The polar climate zones fill the areas within the Arctic and Antarctic Circles, extending from 66.5 degrees north and south latitude to the poles. Characterized by a short, cool summer and long, bitterly cold winter, the polar zone features frequent snowfall, particularly during the winter months. The far northern portions of Canada, Europe and Russia fall within this climate zone. Farther north and south, the ice caps that make up Greenland and Antarctica represent a sub-zone of the polar climate region known as the ice cap zone. Within the ice caps, temperatures rarely, if ever, rise above freezing, even during the warmest months of the years.
Extending from the southern edge of the Arctic Circle to the Tropic of Cancer in the northern hemisphere, and the northern edge of the Antarctic Circle to the Tropic of Capricorn in the southern hemisphere, the temperate climate zone falls between 23.5 degrees and 66.5 degrees north and south latitudes. Temperate climate zones experience warm to hot summers and cool winters, with the greatest temperature variations throughout the year of any climate zone. Climate within the temperate regions ranges from the cold, snowy winters of New England to the balmy, moderate weather associated with the Mediterranean or Southern California. Much of the United States, Europe and the southern half of South America fall within this climate zone.
The tropical climate zone stretches from the Tropic of Cancer at 23.5 degrees north latitude to the Tropic of Capricorn at 23.5 degrees south latitude, with the equator centered within this zone.
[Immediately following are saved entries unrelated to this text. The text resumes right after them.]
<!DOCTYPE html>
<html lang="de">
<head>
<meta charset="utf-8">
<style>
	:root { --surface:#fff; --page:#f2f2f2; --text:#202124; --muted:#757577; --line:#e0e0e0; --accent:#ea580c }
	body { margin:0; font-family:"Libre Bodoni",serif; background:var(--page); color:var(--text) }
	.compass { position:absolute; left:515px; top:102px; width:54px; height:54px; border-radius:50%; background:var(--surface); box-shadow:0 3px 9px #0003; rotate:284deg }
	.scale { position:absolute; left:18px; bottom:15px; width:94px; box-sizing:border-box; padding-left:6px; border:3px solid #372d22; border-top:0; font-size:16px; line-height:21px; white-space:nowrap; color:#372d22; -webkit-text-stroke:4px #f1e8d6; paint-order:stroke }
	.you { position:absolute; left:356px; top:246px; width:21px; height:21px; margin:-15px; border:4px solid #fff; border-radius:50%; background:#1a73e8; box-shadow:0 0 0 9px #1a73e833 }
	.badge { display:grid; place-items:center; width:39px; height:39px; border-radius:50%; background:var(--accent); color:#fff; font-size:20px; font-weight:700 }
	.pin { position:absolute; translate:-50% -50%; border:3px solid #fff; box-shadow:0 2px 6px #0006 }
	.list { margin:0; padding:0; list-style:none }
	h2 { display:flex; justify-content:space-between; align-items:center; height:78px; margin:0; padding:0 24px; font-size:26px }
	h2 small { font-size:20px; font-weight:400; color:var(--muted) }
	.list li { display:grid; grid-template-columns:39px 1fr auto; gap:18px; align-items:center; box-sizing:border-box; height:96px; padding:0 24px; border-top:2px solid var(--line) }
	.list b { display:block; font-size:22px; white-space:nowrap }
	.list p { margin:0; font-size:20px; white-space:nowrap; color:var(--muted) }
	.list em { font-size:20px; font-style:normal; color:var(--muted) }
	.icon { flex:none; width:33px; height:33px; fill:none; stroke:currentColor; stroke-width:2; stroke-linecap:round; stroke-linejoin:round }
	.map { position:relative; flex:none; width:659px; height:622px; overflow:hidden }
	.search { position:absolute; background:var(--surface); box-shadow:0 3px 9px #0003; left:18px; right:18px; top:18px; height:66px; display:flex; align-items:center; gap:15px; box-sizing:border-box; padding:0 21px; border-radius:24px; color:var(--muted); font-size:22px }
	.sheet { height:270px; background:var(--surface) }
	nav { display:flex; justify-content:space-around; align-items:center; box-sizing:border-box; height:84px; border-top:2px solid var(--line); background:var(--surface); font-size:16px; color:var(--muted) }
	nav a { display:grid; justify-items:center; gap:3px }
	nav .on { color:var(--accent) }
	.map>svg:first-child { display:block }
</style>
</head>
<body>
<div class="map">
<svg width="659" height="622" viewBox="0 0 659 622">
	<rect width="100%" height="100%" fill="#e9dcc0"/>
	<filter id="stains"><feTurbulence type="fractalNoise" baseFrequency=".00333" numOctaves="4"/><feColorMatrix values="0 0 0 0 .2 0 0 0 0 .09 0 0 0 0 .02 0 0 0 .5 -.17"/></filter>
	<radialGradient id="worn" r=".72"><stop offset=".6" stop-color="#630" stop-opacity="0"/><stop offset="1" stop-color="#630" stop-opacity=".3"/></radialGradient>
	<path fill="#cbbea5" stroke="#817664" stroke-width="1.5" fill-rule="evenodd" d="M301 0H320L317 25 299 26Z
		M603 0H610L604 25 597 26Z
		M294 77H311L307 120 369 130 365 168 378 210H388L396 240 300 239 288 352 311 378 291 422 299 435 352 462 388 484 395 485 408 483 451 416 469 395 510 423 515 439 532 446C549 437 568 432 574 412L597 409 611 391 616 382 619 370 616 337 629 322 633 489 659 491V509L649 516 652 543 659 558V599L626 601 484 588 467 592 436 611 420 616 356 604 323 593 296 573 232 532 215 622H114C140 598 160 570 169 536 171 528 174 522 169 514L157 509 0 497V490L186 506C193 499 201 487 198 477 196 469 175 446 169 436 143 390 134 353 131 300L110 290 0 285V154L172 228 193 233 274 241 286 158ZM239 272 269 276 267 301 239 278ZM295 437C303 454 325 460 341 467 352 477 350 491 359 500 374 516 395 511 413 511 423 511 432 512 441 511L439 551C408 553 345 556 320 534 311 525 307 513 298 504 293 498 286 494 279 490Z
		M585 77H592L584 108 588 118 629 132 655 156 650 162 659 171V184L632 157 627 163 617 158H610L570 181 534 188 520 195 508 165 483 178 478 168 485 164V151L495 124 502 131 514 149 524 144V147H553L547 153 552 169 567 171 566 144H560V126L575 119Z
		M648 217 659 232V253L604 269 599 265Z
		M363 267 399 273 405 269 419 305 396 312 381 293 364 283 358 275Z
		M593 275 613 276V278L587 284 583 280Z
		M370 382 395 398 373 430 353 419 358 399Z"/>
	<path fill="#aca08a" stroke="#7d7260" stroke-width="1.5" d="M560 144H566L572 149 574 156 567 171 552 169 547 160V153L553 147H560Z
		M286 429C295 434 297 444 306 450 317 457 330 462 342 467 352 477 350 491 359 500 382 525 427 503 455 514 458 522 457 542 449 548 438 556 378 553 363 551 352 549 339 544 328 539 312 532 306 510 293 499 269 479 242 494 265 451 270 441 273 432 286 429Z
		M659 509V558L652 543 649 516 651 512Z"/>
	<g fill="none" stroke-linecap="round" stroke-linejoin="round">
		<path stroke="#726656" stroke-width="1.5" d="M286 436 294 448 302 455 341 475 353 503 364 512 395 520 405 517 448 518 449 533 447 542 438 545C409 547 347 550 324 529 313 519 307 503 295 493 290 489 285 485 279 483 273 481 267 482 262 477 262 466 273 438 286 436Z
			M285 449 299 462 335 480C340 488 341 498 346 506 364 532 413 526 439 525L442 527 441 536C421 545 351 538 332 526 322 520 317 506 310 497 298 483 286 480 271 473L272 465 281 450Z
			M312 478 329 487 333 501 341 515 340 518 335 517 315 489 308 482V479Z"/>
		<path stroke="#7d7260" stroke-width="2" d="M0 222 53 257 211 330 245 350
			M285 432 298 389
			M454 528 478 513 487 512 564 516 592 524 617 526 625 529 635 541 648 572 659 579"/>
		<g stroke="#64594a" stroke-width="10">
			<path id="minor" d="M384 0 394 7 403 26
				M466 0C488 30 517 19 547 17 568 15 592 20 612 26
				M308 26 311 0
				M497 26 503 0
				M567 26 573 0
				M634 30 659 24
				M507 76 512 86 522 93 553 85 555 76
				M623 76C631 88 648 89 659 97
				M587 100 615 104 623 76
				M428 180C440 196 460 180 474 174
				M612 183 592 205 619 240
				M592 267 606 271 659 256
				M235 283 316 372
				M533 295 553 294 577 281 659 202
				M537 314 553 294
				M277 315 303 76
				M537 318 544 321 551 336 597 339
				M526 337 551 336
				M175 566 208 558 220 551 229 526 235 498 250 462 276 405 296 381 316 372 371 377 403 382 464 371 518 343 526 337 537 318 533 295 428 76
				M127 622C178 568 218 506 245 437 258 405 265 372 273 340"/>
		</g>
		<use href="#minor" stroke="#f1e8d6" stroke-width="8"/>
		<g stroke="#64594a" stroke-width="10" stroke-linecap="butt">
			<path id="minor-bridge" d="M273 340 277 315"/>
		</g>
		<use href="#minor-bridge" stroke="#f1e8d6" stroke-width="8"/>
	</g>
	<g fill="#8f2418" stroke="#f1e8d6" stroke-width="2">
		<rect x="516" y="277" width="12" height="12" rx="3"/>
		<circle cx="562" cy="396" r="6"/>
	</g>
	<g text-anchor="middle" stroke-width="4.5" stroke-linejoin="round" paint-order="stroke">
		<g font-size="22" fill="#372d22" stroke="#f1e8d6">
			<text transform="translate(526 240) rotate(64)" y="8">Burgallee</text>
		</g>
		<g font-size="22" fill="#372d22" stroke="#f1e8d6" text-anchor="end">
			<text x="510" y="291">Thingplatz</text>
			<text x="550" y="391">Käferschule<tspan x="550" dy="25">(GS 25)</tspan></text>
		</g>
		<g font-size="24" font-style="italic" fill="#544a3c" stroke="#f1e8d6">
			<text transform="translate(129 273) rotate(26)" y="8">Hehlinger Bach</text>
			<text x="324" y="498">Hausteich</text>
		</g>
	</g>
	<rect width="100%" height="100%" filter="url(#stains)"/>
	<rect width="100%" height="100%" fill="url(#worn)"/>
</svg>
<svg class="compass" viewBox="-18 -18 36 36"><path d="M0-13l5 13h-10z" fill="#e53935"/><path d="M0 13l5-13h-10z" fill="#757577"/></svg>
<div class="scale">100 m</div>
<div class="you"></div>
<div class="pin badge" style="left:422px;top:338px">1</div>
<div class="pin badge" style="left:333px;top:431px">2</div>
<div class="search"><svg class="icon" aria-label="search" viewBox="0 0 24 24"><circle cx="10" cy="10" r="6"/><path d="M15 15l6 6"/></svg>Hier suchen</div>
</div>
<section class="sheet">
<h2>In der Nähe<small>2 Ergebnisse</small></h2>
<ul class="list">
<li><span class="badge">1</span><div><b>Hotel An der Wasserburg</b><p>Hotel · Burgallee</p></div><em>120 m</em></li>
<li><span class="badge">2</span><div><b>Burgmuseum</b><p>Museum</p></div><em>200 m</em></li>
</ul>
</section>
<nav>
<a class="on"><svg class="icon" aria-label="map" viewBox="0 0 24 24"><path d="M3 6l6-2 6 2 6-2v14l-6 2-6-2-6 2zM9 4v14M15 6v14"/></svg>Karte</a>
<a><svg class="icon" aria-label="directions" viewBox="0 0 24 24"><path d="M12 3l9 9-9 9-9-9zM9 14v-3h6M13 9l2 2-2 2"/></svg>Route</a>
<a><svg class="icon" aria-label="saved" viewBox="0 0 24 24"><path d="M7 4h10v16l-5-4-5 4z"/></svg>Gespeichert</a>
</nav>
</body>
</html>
Climate within the tropical zone varies from the tropical wet regions of the rain forest, to the drier arid and semi-arid climate of north Africa or central Australia. Within the tropical wet zone, the weather remains hot and muggy, with frequent rainfall and little temperature variation. The arid and semi-arid regions experience wet, warm summers and cooler, drier winters, with much greater temperature variation than the tropical wet zone.
Sun angle plays a major role in creating Earth's climate zones. Thanks to the tilt of the Earth on its axis, the sun strikes the area around the equator at a near-vertical angle, delivering substantial solar heat energy to this region. Closer to the poles, the sun strikes the Earth at a much shallower angle, resulting in less solar heat gain compared to the tropical zone. Prevailing winds and ocean currents then transport this solar heat energy throughout the globe. Factors such as elevation and proximity to the coast help to explain climate variations within a climate zone.